El hecho de que un anciano fuera
capaz de esas hazañas no es menor, pero tampoco lo fueron las sucesivas y
agotadoras noches en que, confundido por el delirio o las pesadillas, Lucero
confundía personas, nombres propios y momentos de su vida. Pienso que no son
menores, porque en ese otro mundo paralelo que la mente recrea se deja adivinar
una vuelta al paraíso. Durante el momento en que sus ojos de chico parecían
asomarse a otros tiempos lejanos, la paz en el rostro hacía pensar que Lucero
se encontraba en un plano intermedio entre la vida terrena y el cielo que
prometen los hombres de fe. Si es cierto que Lucero pudo vivir, a un tiempo,
entre el cielo y la tierra, es porque quizás así lo determinó el Divino Propósito. Miguel de Unamuno
escribiría hacia 1911:
Es revivir lo que
viví mi anhelo,
y no vivir de
nuevo nueva vida
Es decir que otra de las formas del paraíso bien puede ser
la memoria: el acto de revivir los tiempos en que fuimos felices para el
deleite del espíritu. Un cielo perfecto, pensamos los hombres, sería aquel en
que no se nos negasen aquellos placeres de los que gozamos en vida. Así un
soldado dijo alguna vez “en el cielo, me gustaría participar a veces en una guerra, en una
batalla”[1].Quién sabe qué antiguas
canciones recordaba Lucero en aquellos lapsos. ¿Quién nos podrá decir qué
juegos, qué caricias, qué complicidad fraternal estaría reviviendo aquel hombre
cansado?

Para la hora del mediodía, el
anciano había recobrado una mínima voluntad. Los hijos lo rodearon, con firmeza
le sostuvieron las manos y en ese ámbito de amor y de sacrificios se le oyó
decir, como desde muy lejos, que ya no había pasos que midiesen las distancias
a uno y otro lado del portal. Con esas palabras entregó su vida como una
ofrenda de gratitud. Lucero había muerto.

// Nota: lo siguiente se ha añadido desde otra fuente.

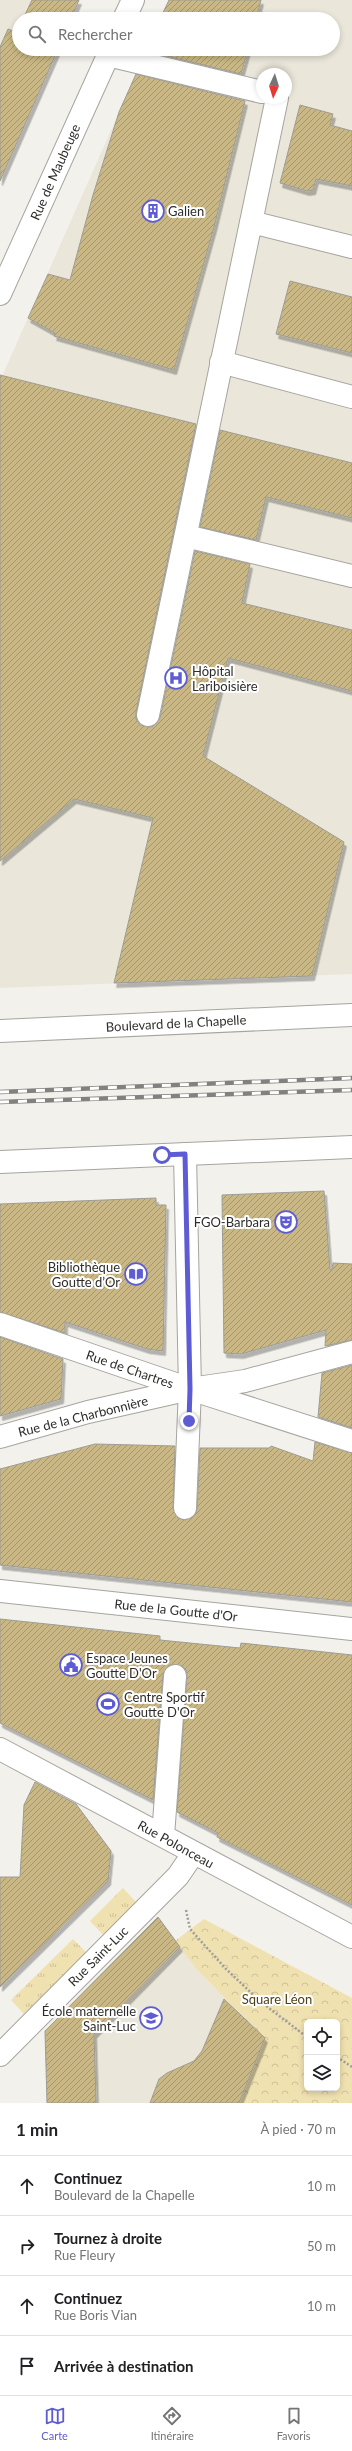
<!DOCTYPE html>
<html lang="fr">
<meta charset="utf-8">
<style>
body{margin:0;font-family:Lato,sans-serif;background:#f6f6f6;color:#202124}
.controls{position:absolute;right:12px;bottom:12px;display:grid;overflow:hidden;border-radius:6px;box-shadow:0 2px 6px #0003}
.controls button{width:36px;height:36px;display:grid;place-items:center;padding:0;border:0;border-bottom:1px solid #e0e0e0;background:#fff;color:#202124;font:20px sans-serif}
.compass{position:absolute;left:256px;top:68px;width:36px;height:36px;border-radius:50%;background:#fff;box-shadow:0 2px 6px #0003;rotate:184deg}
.stop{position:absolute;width:12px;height:12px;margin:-9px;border:3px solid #5d5cd4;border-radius:50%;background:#fff}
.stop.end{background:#5d5cd4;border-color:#fff;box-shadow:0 1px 4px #0008}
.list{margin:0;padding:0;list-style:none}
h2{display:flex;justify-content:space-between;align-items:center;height:52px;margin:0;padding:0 16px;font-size:17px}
h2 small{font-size:13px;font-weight:400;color:#757577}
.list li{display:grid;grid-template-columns:26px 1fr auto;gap:12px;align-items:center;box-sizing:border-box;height:60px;padding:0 16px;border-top:1px solid #e0e0e0}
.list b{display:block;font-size:15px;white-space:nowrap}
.list p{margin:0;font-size:13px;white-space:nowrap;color:#757577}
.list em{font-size:13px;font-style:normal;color:#757577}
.icon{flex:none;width:22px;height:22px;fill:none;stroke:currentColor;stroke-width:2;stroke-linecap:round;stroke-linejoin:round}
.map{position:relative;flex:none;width:352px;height:2103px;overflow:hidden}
.search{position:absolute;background:#fff;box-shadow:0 2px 6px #0003;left:12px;right:12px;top:12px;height:44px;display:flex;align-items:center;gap:10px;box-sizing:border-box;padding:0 14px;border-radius:22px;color:#757577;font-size:15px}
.sheet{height:292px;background:#fff}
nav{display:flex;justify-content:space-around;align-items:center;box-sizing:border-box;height:56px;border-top:1px solid #e0e0e0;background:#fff;font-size:11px;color:#757577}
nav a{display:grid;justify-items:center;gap:2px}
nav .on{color:#5d5cd4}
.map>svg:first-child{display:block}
</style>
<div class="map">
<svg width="352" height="2103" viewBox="0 0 352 2103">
<defs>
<pattern id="grass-tufts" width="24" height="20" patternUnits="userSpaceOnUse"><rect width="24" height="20" fill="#f0e1b0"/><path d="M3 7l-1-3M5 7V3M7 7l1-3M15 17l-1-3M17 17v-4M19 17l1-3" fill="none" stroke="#cec198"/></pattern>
<pattern id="park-crowns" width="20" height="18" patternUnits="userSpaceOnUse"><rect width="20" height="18" fill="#f0e1b0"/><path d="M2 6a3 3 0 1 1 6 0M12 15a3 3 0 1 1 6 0" fill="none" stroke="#cec198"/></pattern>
<pattern id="building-hatch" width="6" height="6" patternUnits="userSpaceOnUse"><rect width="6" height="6" fill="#c9b885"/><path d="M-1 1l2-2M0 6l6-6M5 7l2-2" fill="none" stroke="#a4966d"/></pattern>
<filter id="shadow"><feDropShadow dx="2.5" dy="4.5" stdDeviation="0" flood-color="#0004"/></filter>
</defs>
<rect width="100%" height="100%" fill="#f3f1ec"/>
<path fill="#eae6d9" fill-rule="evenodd" d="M0 0H70L57 19H19V49L0 105Z
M169 0H352V974L0 988V381L147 49H333V19H160ZM262 74H286V98H262Z
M158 1917 199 1972 265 2038 239 2103H47L45 2031Z"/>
<path fill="url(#grass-tufts)" d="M123 1888 136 1902 103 1935 90 1921Z
M73 1939 87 1953 24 2014 11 2000Z"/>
<path fill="url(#park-crowns)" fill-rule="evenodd" d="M204 1919 352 1998V2103H239L265 2038 199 1972 175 1941ZM307 2022H337V2088H307Z"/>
<path fill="url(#building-hatch)" stroke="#9d9c96" filter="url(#shadow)" d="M32 0H79L71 19H23Z
M169 0H261L256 19H160Z
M19 27V49H58L0 181V47L8 29 16 32Z
M147 49H248L241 74 146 51Z
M136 74 245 101 214 227 174 370 54 336 55 333 28 318 48 274 70 280 93 195 119 112Z
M300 105 333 114 330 125 352 131V186L316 179 313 190 307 191 280 183Z
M290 281 352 297V353L276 334Z
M0 375 196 424 136 712V719L140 725 152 727 160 718 195 551 250 564 242 603 352 630V691L228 658 203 756 344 842 312 976 114 983 153 818 74 799 0 861Z
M220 430 352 463V518L266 497 256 540 200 527Z
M324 1191 330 1270H332L333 1263 352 1264V1340L325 1346 326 1330 241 1354 224 1353 222 1195Z
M156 1198V1205H166L163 1351 147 1349 65 1322V1333L0 1312V1204Z
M0 1337 63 1359 61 1399 0 1416Z
M352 1365V1428L318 1417 322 1373Z
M315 1442 352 1453V1602L0 1565V1469L95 1444 175 1446 173 1508 178 1518 185 1520 195 1515 197 1509 200 1448H269L271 1446 313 1461Z
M0 1619 160 1636V1640L240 1648 241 1643 352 1655V1905L217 1837 218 1833 177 1812 187 1677 186 1670 182 1666 169 1665 163 1675 153 1800 0 1723Z
M35 1782 76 1804 111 1851 108 1881 0 1987V1877H20L24 1805Z
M158 1917 180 1947 94 2034 96 2103H47L45 2031Z
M224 1999 265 2038 239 2103H150L159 2079 167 2073 194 2061 202 2051Z"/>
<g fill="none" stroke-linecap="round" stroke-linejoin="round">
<g stroke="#a6a49f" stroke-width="24">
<path id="minor" d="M124 19 133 0
M108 55 262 92
M251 222 352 247
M0 294 111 49
M221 362 352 397
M186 536 352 576
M148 715 277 98
M0 1324 190 1389 352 1441
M0 1437 88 1412 190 1389 245 1381 352 1352
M185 1508 190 1389 185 1154
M0 1591 352 1629
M0 1749 352 1937
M163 1836 175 1676
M0 2055 178 1876 193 1854"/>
</g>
<g stroke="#a6a49f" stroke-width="24">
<path id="major" d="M0 1031 352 1015
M0 1162 352 1147"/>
</g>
<path stroke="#9f9e9a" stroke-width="2.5" stroke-dasharray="2 2" stroke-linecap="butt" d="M186 1910 190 1929 226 1969 261 2002 307 2037
M337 2057 352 2067"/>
<use href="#minor" stroke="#fff" stroke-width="22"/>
<use href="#major" stroke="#fff" stroke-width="22"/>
<g stroke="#83817e" stroke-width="4.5">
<path id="rail" d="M0 1092 352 1078
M0 1102 352 1090"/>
</g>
<use href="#rail" stroke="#fff" stroke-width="3" stroke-dasharray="9" stroke-linecap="butt"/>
</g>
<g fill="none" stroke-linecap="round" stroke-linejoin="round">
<path stroke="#5d5cd4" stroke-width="5" d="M162 1155 185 1154 190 1389 189 1421"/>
</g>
<defs>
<g id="building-ring" transform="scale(1.15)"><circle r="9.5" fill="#fff" stroke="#5d5cd4" stroke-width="1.5"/><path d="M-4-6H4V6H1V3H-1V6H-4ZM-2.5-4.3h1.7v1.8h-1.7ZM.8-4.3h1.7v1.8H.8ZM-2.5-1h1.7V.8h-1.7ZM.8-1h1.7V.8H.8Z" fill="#5d5cd4"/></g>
<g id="hospital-ring" transform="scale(1.15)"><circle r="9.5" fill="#fff" stroke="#5d5cd4" stroke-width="1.5"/><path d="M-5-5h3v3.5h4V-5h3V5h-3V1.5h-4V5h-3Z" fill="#5d5cd4"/></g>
<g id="theatre-ring" transform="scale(1.15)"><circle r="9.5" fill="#fff" stroke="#5d5cd4" stroke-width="1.5"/><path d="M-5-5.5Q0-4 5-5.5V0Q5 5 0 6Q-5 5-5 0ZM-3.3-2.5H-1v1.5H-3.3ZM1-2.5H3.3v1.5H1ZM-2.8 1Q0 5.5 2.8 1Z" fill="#5d5cd4"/></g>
<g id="library-ring" transform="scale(1.15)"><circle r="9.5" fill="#fff" stroke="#5d5cd4" stroke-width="1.5"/><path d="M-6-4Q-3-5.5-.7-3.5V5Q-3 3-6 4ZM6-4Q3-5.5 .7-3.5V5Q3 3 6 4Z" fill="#5d5cd4"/></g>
<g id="civic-ring" transform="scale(1.15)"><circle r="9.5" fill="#fff" stroke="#5d5cd4" stroke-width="1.5"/><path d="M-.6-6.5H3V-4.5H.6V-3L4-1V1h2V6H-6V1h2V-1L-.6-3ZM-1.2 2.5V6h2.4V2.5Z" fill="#5d5cd4"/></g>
<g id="stadium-ring" transform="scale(1.15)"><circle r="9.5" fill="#fff" stroke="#5d5cd4" stroke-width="1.5"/><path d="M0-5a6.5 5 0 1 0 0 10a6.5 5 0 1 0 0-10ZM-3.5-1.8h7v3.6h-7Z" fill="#5d5cd4"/></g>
<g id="school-ring" transform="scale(1.15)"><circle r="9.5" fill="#fff" stroke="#5d5cd4" stroke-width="1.5"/><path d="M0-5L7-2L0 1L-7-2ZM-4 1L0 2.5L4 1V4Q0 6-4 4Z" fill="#5d5cd4"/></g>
</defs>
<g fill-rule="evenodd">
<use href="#building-ring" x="153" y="211"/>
<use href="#hospital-ring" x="176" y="678"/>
<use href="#theatre-ring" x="286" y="1222"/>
<use href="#library-ring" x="136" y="1274"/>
<use href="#civic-ring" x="71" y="1665"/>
<use href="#stadium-ring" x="108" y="1704"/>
<use href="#school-ring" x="151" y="2018"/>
</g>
<g text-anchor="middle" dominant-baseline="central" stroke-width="4" stroke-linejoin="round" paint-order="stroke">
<g font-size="13" fill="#2e2d2b" stroke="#fff">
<text transform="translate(55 172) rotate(-66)">Rue de Maubeuge</text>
<text transform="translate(176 1023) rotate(-3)">Boulevard de la Chapelle</text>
<text transform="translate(130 1369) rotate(19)">Rue de Chartres</text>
<text transform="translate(83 1416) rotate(-14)">Rue de la Charbonnière</text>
<text transform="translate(176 1610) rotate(6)">Rue de la Goutte d'Or</text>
<text transform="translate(176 1844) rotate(29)">Rue Polonceau</text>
<text transform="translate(98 1956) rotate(-45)">Rue Saint-Luc</text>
</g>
<g font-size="13" fill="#2e2d2b" stroke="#fff" text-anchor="start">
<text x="168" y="211">Galien</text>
<text x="192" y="671">Hôpital<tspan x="192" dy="15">Lariboisière</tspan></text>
<text x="270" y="1222" text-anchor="end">FGO-Barbara</text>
<text x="120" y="1267" text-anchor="end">Bibliothèque<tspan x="120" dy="15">Goutte d’Or</tspan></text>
<text x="86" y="1658">Espace Jeunes<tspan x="86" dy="15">Goutte D'Or</tspan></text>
<text x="124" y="1697">Centre Sportif<tspan x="124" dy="15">Goutte D'Or</tspan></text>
<text x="136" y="2011" text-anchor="end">École maternelle<tspan x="136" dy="15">Saint-Luc</tspan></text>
</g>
<g font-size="13" fill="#4d4118" stroke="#fff">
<text x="277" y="1999">Square Léon</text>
</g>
</g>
</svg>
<div class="controls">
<button><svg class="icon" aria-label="locate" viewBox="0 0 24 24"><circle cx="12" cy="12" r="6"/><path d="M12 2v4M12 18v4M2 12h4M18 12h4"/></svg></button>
<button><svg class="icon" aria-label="layers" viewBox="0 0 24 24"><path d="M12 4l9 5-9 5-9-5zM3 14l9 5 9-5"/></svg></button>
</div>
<svg class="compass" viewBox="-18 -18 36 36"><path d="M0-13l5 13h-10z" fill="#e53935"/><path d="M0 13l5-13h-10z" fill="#757577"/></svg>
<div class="stop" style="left:162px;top:1155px"></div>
<div class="stop end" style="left:189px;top:1421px"></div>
<div class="search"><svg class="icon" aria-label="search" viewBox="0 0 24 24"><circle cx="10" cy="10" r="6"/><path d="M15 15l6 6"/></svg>Rechercher</div>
</div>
<section class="sheet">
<h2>1 min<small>À pied · 70 m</small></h2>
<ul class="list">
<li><svg class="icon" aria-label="ahead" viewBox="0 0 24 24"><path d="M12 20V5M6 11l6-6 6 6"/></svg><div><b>Continuez</b><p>Boulevard de la Chapelle</p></div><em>10 m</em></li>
<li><svg class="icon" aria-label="right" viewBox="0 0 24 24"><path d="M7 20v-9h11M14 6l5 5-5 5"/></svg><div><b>Tournez à droite</b><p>Rue Fleury</p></div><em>50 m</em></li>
<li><svg class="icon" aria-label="ahead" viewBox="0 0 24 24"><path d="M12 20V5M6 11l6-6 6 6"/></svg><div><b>Continuez</b><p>Rue Boris Vian</p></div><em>10 m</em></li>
<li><svg class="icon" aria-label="arrive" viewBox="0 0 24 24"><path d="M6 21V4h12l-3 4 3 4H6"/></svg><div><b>Arrivée à destination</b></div></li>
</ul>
</section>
<nav>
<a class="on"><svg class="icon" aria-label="map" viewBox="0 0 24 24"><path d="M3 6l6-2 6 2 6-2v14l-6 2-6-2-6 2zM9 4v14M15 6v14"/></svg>Carte</a>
<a><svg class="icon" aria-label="directions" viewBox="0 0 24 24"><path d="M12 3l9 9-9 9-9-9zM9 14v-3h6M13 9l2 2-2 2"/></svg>Itinéraire</a>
<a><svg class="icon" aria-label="saved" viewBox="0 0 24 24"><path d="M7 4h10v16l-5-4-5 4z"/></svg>Favoris</a>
</nav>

Cuando Pascasio terminó la historia,
con humedad en los ojos me miró largamente en silencio. Yo, que siempre creí
que había palabras para todo, no pude más que apretar muy fuerte su mano y
quedarme callado. Nuestros silencios se entendieron a su modo.
Hasta aquí la historia que contó mi tío.
A los días de haber escuchado esta
historia, sentí alguna vergüenza por querer siempre buscar explicaciones y por
no saber simplemente sentir y callar. Al principio hablé de la teoría de Morgan.
¿Es posible que la suma de los hermanos y del padre haya creado en aquel ámbito
cerrado la ilusión de un último cielo en la vida de Lucero? Elijo pensar que
los hábitos de aquellos alambradores ya habían sido cifrados de antemano, y que
todos, tarde o temprano, cumplimos con nuestro destino. Si un pedazo de cielo
existió en aquella casa puede sospecharse por las palabras del padre. La
misteriosa precisión en la cifra de los pasos tal vez sea la prueba más gentil
de que ambos mundos (el posible y el imposible), por momentos, se entreveraron.
Cipriano no arriesgó ninguna teoría cuando le comenté todo esto. Tampoco lo había hecho al relatar la historia. Solo sonrió, como quien entiende toda la maquinaria compleja del mundo, pero deja que nosotros mismos busquemos la respuesta en lo más hondo del espíritu. Así era Cipriano.